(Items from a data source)
++++++++++

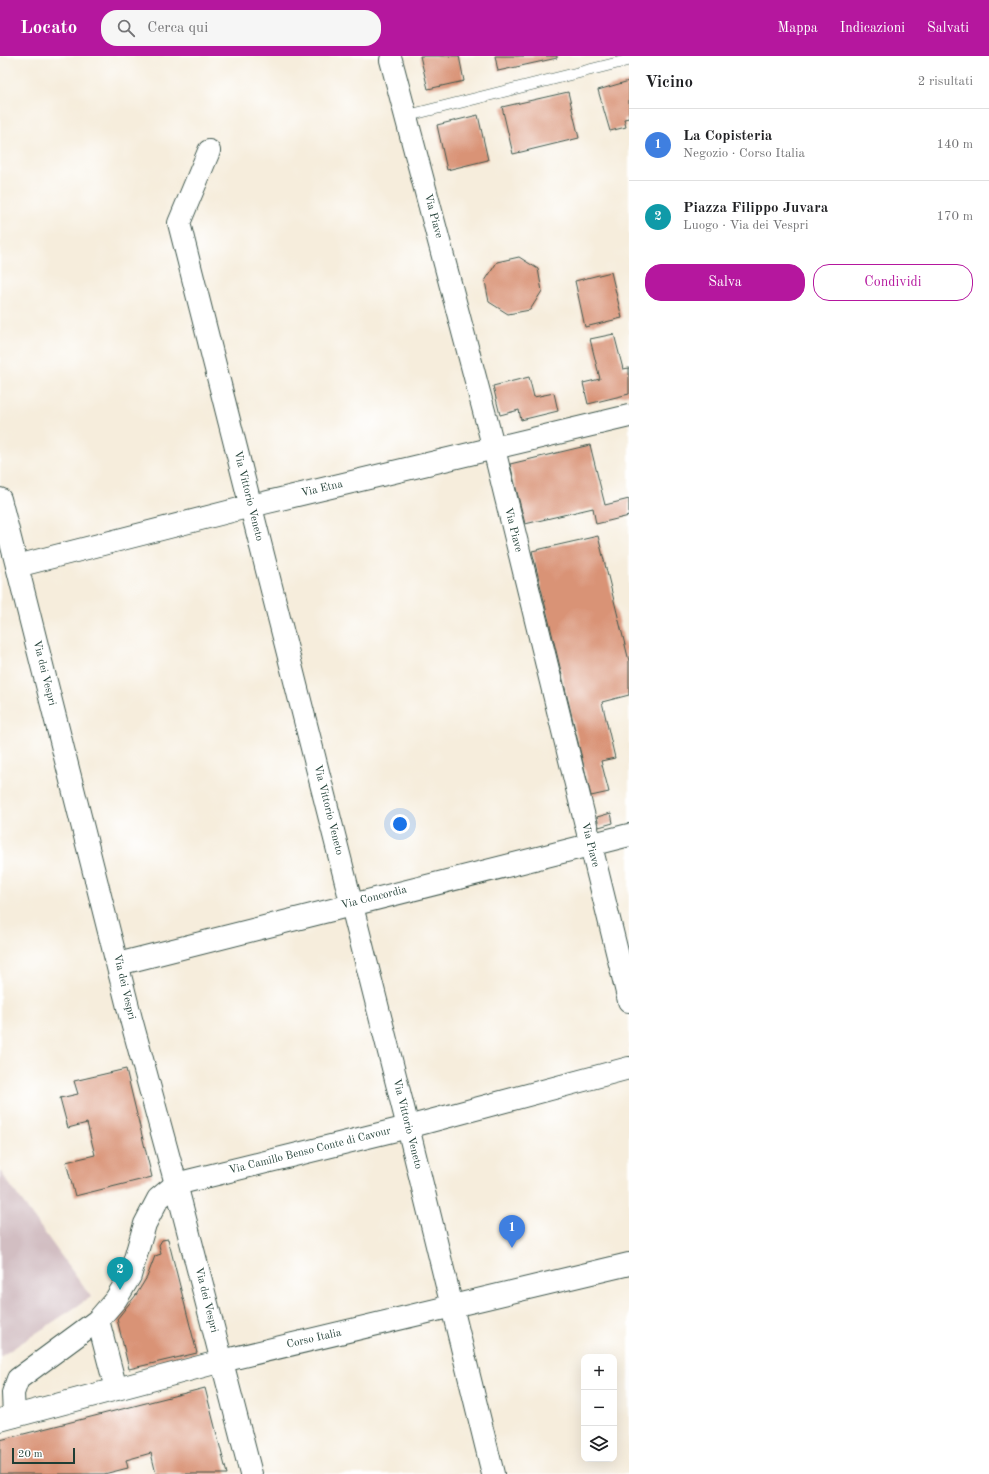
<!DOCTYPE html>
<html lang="it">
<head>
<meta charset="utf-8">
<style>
  body { margin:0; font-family:"Old Standard TT",serif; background:#f6f6f6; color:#202124 }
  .controls { position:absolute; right:12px; bottom:12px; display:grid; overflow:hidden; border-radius:8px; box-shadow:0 4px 16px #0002 }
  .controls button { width:36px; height:36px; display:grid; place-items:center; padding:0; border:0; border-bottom:1px solid #e0e0e0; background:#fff; color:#202124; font:20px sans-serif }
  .scale { position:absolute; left:12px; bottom:10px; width:63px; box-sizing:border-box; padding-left:4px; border:2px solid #1f3d34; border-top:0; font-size:11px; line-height:14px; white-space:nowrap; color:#1f3d34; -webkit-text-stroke:3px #fff; paint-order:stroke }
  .you { position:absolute; left:400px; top:768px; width:14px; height:14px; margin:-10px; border:3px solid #fff; border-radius:50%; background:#1a73e8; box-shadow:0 0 0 6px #1a73e833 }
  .badge { display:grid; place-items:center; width:26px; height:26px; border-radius:50%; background:#b5179e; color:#fff; font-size:13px; font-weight:700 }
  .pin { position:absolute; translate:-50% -33px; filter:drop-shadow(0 1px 2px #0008) }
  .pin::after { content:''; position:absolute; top:21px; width:14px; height:12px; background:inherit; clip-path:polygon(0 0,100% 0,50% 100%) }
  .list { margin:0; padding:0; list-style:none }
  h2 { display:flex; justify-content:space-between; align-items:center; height:52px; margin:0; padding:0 16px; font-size:17px }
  h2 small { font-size:13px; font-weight:400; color:#757577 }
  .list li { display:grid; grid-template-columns:26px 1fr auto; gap:12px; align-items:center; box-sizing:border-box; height:72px; padding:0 16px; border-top:1px solid #e0e0e0 }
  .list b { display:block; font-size:15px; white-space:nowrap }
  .list p { margin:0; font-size:13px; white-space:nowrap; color:#757577 }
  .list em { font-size:13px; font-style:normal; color:#757577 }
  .actions { display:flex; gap:8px; padding:12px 16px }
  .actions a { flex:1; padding:9px 0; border:1px solid #b5179e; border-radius:16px; text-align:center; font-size:14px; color:#b5179e }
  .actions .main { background:#b5179e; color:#fff }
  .icon { flex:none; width:22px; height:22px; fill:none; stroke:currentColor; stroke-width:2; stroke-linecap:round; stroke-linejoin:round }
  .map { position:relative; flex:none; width:629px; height:1418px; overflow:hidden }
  header { display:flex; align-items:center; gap:24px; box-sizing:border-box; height:56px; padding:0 20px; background:#b5179e; color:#fff }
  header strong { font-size:19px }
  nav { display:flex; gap:22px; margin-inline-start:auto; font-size:14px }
  .search { width:280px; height:36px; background:#f6f6f6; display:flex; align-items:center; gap:10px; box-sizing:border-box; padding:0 14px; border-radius:16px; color:#757577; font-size:15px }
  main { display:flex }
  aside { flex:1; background:#fff }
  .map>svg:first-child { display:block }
</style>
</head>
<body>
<header>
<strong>Locato</strong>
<div class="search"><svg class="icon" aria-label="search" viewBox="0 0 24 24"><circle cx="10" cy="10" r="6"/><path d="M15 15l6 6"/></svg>Cerca qui</div>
<nav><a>Mappa</a><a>Indicazioni</a><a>Salvati</a></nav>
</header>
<main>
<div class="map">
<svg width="629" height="1418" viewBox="0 0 629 1418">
  <rect width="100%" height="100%" fill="#fff"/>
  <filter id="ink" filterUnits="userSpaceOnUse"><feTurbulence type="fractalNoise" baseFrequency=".025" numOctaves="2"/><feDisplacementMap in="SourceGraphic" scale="8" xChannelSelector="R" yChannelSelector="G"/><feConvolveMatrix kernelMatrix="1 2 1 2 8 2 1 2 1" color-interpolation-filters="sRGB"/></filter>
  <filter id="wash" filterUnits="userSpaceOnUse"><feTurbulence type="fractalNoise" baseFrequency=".012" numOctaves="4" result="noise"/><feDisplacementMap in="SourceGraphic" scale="16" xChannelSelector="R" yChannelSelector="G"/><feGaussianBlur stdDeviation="0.9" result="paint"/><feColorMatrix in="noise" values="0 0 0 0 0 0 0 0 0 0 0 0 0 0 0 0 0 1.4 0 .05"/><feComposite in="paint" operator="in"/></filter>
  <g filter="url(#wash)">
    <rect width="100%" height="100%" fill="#f6eddc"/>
    <!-- industrial -->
    <polygon fill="#d2bec2" points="0,1115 91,1241 0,1301"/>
    <g id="blocks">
      <!-- building -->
      <g fill="#d99376">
        <polygon points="420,0 459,0 464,25 428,33"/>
        <polygon points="495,0 557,0 557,2 498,15"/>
        <polygon points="629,25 629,62 624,63 626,71 610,75 598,34"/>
        <polygon points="568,36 579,82 513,98 502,51"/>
        <polygon points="478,59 488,104 447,114 437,69"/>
        <polygon points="519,201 538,213 542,235 530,254 508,258 489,246 485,225 497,206"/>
        <polygon points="611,216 622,262 585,271 575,225"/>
        <polygon points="614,278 623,313 629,312 629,338 588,348 583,327 600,323 590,283"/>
        <polygon points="529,321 534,341 554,337 558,355 521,364 519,354 500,359 493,330"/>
        <polygon points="590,389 605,449 629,443 629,460 596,468 593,452 525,468 510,408"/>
        <polygon points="598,480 629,605 629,639 602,646 615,702 601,705 609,736 591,740 532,495"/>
        <polygon points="611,757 613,767 599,771 597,761"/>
        <polygon points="126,1013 152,1121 75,1140 66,1106 95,1099 87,1067 68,1072 60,1042 78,1038 74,1025"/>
        <polygon points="168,1183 197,1297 129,1313 117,1263 136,1239 147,1221 155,1200 161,1198 159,1189 162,1184"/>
        <polygon points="205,1332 227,1418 156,1418 151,1397 126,1404 128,1412 104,1418 0,1418 0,1384"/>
      </g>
    </g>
  </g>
  <g filter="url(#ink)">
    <use href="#blocks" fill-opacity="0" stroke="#3f574d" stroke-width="1"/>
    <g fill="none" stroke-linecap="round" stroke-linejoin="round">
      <!-- service casing -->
      <g stroke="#3f574d" stroke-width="12">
        <polyline id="service" points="406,60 629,4"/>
      </g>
      <!-- minor casing -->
      <g stroke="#3f574d" stroke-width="24">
        <g id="minor">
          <polyline points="391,4 494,393 629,945"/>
          <polyline points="209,95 179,167 408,1071 493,1418"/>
          <polyline points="0,443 17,510"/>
          <polyline points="118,908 629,779"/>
          <polyline points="98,1264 116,1333"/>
          <polyline points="14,1360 13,1337 18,1323 98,1264 116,1243 130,1220 145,1168 158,1143 176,1128 408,1071 629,1012"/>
        </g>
      </g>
      <!-- tertiary casing -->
      <g stroke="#3f574d" stroke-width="24">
        <g id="tertiary">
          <polyline points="0,1364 222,1305 629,1208"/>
          <polyline points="251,1418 176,1128 131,963 17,510 251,450 629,360"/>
        </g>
      </g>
      <!-- service -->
      <use href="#service" stroke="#fff" stroke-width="11"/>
      <!-- minor -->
      <use href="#minor" stroke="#fff" stroke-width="22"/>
      <!-- tertiary -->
      <use href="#tertiary" stroke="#fff" stroke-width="22"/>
    </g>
  </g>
  <g text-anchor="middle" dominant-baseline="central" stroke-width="3.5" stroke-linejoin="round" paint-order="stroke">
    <!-- street labels -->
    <g font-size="11" fill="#1f3d34" stroke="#fff">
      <text transform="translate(433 160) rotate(75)">Via Piave</text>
      <text transform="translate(322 433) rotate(-13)">Via Etna</text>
      <text transform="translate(248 440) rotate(76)">Via Vittorio Veneto</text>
      <text transform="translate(513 474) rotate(76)">Via Piave</text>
      <text transform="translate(44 617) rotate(76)">Via dei Vespri</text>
      <text transform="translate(328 754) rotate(76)">Via Vittorio Veneto</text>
      <text transform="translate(590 789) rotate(76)">Via Piave</text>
      <text transform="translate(374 842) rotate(-14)">Via Concordia</text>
      <text transform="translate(124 931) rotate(77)">Via dei Vespri</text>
      <text transform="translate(407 1068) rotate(76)">Via Vittorio Veneto</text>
      <text transform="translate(310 1095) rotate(-14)">Via Camillo Benso Conte di Cavour</text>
      <text transform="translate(206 1244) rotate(76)">Via dei Vespri</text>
      <text transform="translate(314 1283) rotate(-13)">Corso Italia</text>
    </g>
  </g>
</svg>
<div class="controls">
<button>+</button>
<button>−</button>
<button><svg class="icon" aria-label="layers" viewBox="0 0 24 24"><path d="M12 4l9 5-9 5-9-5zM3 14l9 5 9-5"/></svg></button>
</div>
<div class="scale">20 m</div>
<div class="you"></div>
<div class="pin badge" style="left:512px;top:1192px;background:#3f7fe0">1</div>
<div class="pin badge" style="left:120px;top:1234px;background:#0f9aa8">2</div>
</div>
<aside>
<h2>Vicino<small>2 risultati</small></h2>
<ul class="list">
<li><span class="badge" style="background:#3f7fe0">1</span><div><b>La Copisteria</b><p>Negozio · Corso Italia</p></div><em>140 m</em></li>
<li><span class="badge" style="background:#0f9aa8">2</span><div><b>Piazza Filippo Juvara</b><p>Luogo · Via dei Vespri</p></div><em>170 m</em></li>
</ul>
<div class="actions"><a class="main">Salva</a><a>Condividi</a></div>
</aside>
</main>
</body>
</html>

++++++++++

● Problem to work on
For each line above that contains the word "linecap", give the line as it is written.

● Task answer
  .icon { flex:none; width:22px; height:22px; fill:none; stroke:currentColor; stroke-width:2; stroke-linecap:round; stroke-linejoin:round }
    <g fill="none" stroke-linecap="round" stroke-linejoin="round">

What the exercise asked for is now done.